Crisi, vince il neoliberismo

Libri: Crouch e il potere delle multinazionali.

di Roberto Artigiani

Articolo completo

Ecco i 10 titoli che Lettera43.it vi segnala per questa settimana.

Il mondo indiano negli occhi di una giovane giornalista

Annie Zaidi è una giovane giornalista indiana che vuole a tutti i costi conoscere più a fondo la multiforme realtà del suo Paese. Caparbiamente si fa assegnare un incarico per poter svolgere le sue inchieste come inviata.
I miei luoghi è il resoconto di un'avventura umana e professionale, che pone al centro della narrazione fatti scabrosi, ma anche una personalità appassionata e ingenua. Così mentre aspetta, in una stanza di una sudicia pensione, di mettersi in contatto con un latitante, ci parla di sé e di come si prepara un tè che protegga dall’oscurità della notte. Un testo molto utile per comprendere il variegato mondo indiano. Soprattutto per le giovani generazioni.
Annie Zaidi, I miei luoghi. A spasso con i banditi e altre storie vere, Metropoli d’Asia, 320 pagine, 14,50 euro.

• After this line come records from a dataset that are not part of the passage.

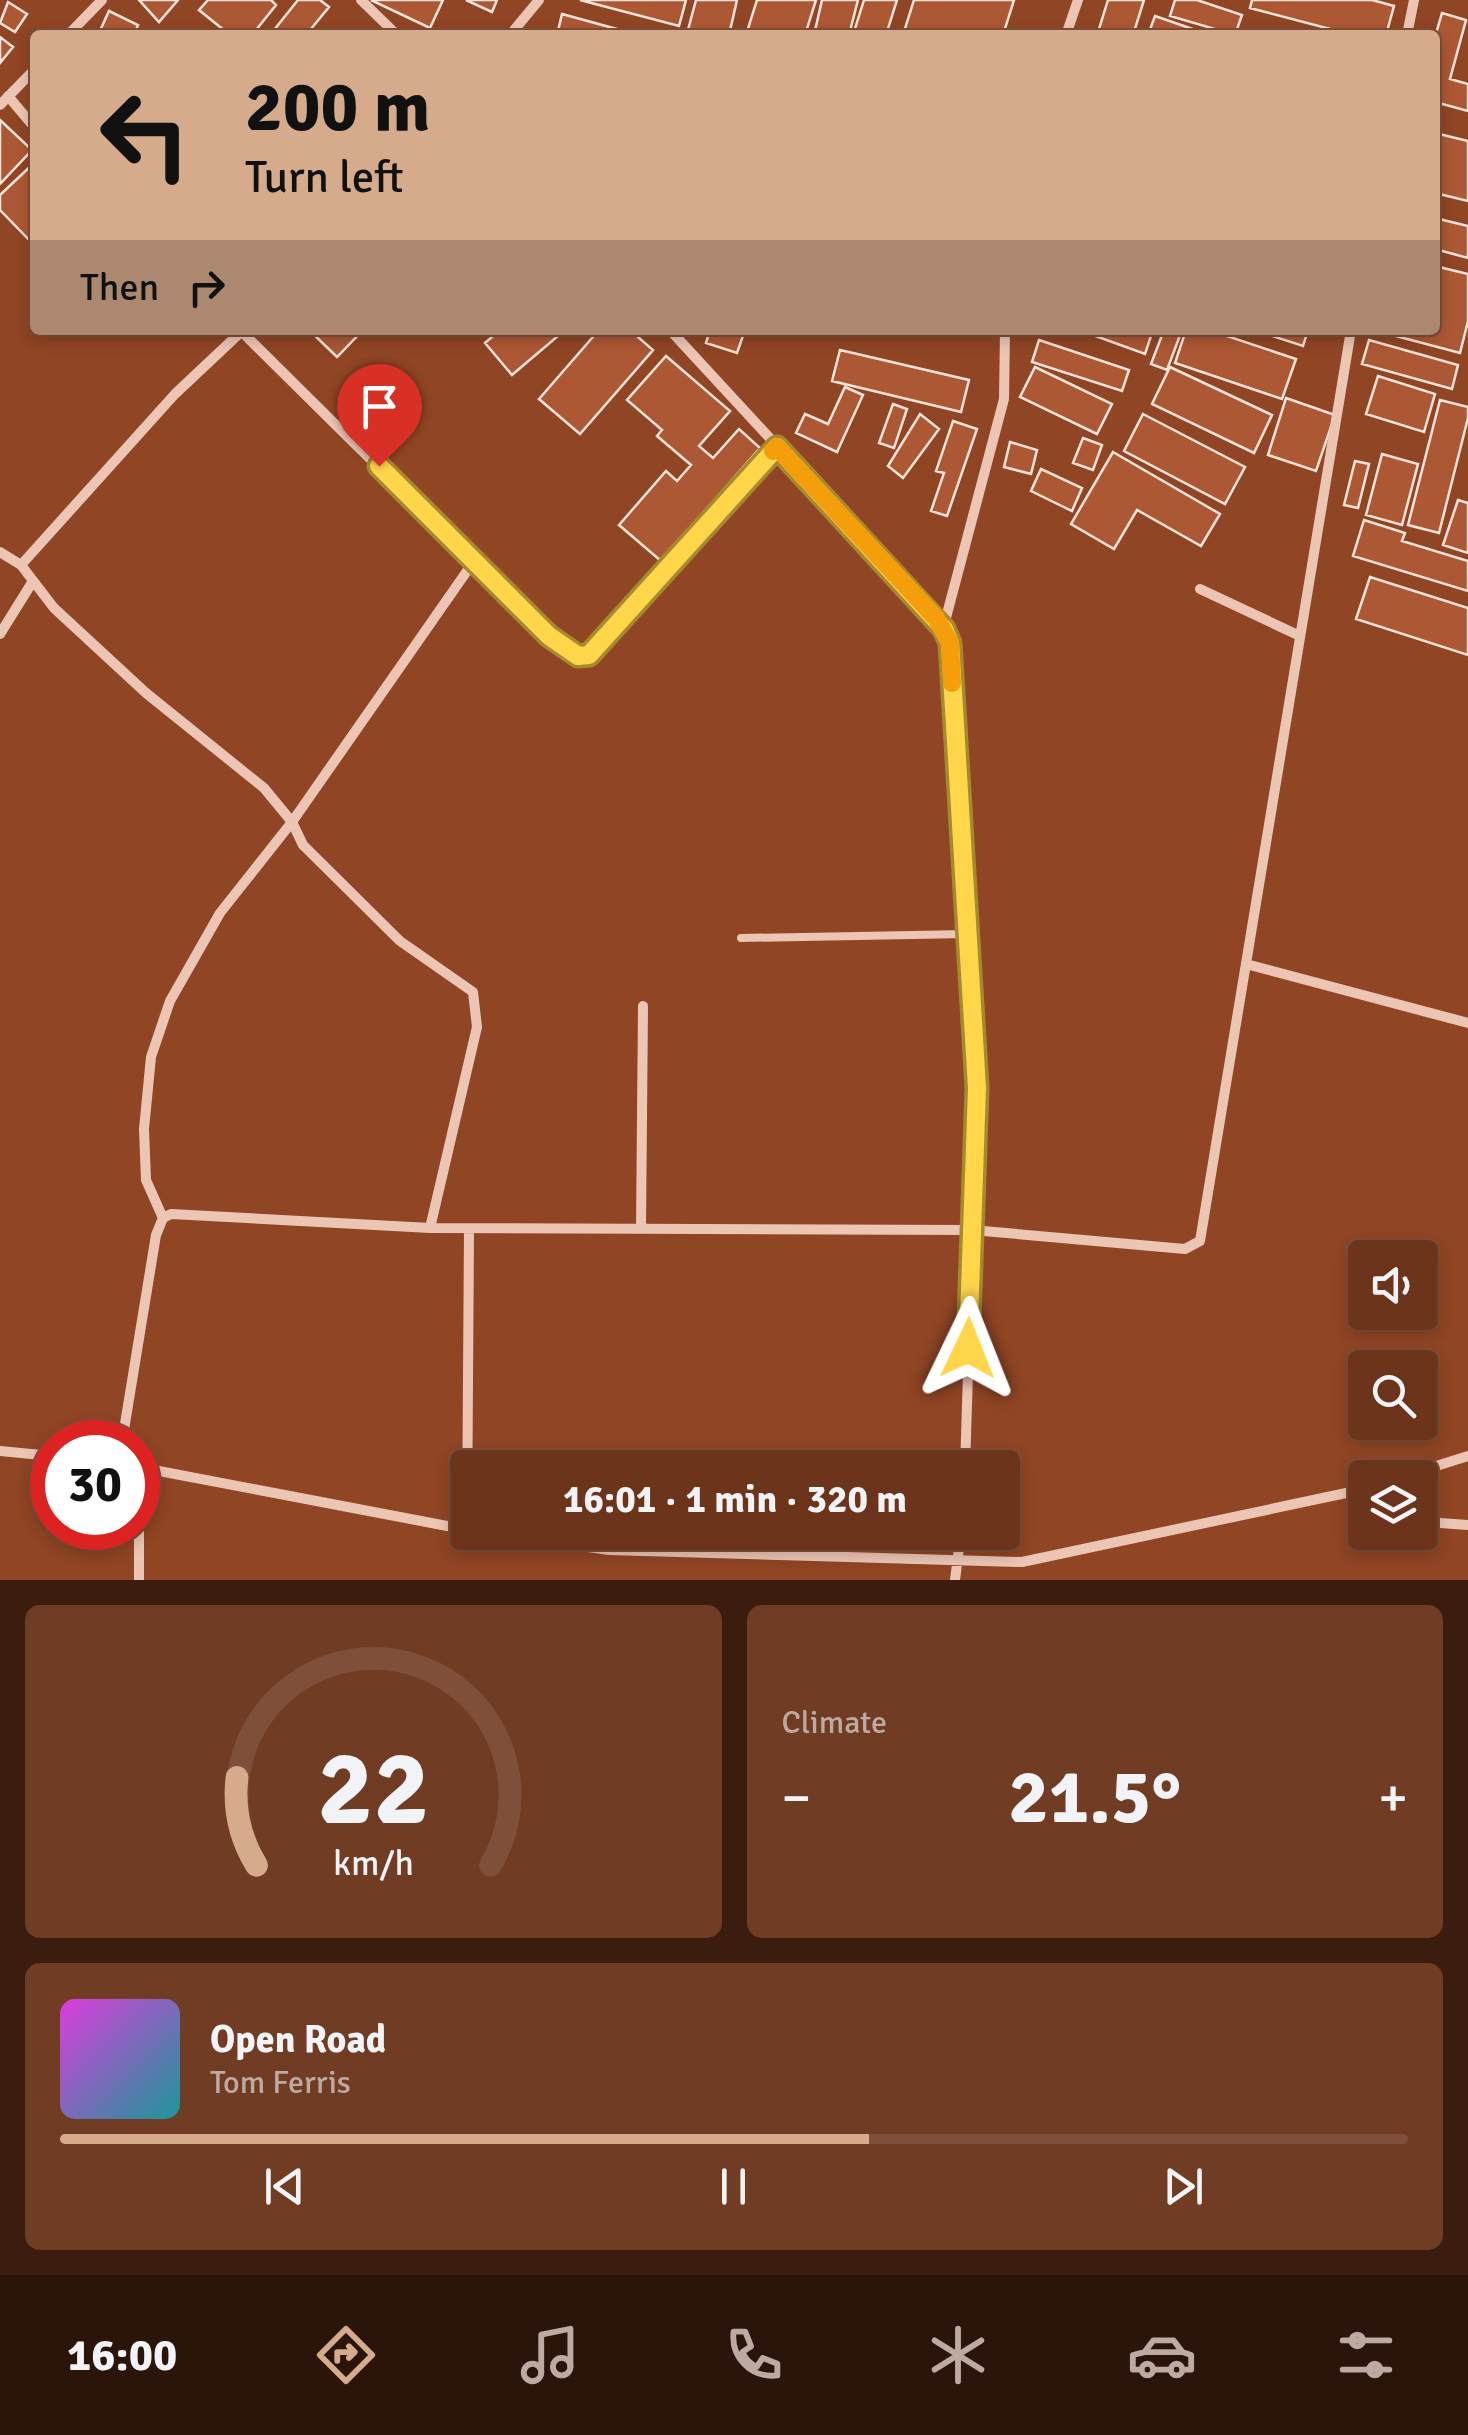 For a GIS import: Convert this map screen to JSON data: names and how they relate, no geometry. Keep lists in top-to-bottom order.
{
  "page": {
    "turn": ["200 m", "Turn left"],
    "then": "Then",
    "limit": "30",
    "trip": "16:01 · 1 min · 320 m",
    "tile": "Climate",
    "heat": ["−", "21.5°", "+"],
    "song": ["Open Road", "Tom Ferris"],
    "tabs": "16:00",
    "gauge": ["22", "km/h"]
  }
}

La vita dei Frank prima della Shoah

La vita di Anna Frank, simbolo dell’Olocausto, è stata studiata e descritta in diversi saggi, ma mai nessuno ha potuto sfruttare i documenti a disposizione di Mirjam Pressler.
Dopo la morte della zia di Anne, Helene Frank, Pressler, traduttrice tedesca del celebre Diario, ha avuto accesso a oltre 6 mila documenti tra foto, cartoline, disegni, poesie e lettere, che erano state chiuse in bauli dimenticati in soffitta. A partire da questi materiali, miracolosamente sopravvissuti, viene ricostruita la storia dei Frank negli ultimi due secoli. È l’immagine di una famiglia colta e cosmopolita tra amori, vacanze estive e l’angoscia durante la guerra.
Mirjam Pressler, I Frank. La storia della famiglia di Anne Frank, Einaudi, 406 pagine, 17,50 euro (ePub a 9,99 euro).

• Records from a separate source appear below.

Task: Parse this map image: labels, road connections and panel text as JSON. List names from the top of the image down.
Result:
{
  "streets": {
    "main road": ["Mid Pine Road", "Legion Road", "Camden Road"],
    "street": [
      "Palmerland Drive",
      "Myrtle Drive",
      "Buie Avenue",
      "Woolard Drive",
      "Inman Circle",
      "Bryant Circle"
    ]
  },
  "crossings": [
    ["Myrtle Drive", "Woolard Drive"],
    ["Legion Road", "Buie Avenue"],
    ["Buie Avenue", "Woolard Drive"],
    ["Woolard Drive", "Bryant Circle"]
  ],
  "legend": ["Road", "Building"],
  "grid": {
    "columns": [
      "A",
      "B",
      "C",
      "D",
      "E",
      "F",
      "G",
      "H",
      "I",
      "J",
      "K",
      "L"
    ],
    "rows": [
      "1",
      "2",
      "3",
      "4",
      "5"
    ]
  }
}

Diario per il miglior inverno

A distanza di 10 mesi dal suo fortunato esordio, Fabio Rizzoli è tornato con il secondo capitolo di una programmata tetralogia. Dopo la primavera, spazio all’inverno con 91 racconti, uno per ogni giorno dal 21 dicembre al 20 marzo. Un almanacco con le indicazioni astronomiche, le ricette e i consigli accompagnati da un suggerimento di lettura, di ascolto e di visione al giorno. In più c’è un originale lunario post-moderno con «91 modi per mettere a dura prova il senso della realtà e per sconfiggerla regolarmente».
I testi spaziano dalle aberranti conseguenze del telelavoro, a un caso di corruzione avvenuto all’epoca dei fenici, dalle fantasie sessuali di un uomo alla cyclette al monologo di Amleto visto dalla parte del teschio. Sul blog dell’autore (Almanaccodeigiornimigliori.it) si può lasciare il proprio contributo per il prossimo capitolo.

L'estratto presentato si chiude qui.